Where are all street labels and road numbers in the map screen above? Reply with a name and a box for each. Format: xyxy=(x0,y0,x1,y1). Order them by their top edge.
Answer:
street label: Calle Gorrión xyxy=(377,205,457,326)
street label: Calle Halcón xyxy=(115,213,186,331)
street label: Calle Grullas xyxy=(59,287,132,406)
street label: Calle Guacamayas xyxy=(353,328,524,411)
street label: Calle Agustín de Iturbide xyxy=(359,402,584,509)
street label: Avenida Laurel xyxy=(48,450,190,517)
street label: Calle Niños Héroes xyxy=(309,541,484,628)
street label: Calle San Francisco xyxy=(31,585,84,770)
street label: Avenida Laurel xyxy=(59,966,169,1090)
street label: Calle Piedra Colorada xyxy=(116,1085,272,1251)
-.-.-
* _TO DO_
Your answer must be the complete listing, repeated exactly.

* _RESULT OF THIS EXERCISE_
Where are all street labels and road numbers in the map screen above? Reply with a name and a box for each. Format: xyxy=(x0,y0,x1,y1). Order them by their top edge.
Answer:
street label: Calle Gorrión xyxy=(377,205,457,326)
street label: Calle Halcón xyxy=(115,213,186,331)
street label: Calle Grullas xyxy=(59,287,132,406)
street label: Calle Guacamayas xyxy=(353,328,524,411)
street label: Calle Agustín de Iturbide xyxy=(359,402,584,509)
street label: Avenida Laurel xyxy=(48,450,190,517)
street label: Calle Niños Héroes xyxy=(309,541,484,628)
street label: Calle San Francisco xyxy=(31,585,84,770)
street label: Avenida Laurel xyxy=(59,966,169,1090)
street label: Calle Piedra Colorada xyxy=(116,1085,272,1251)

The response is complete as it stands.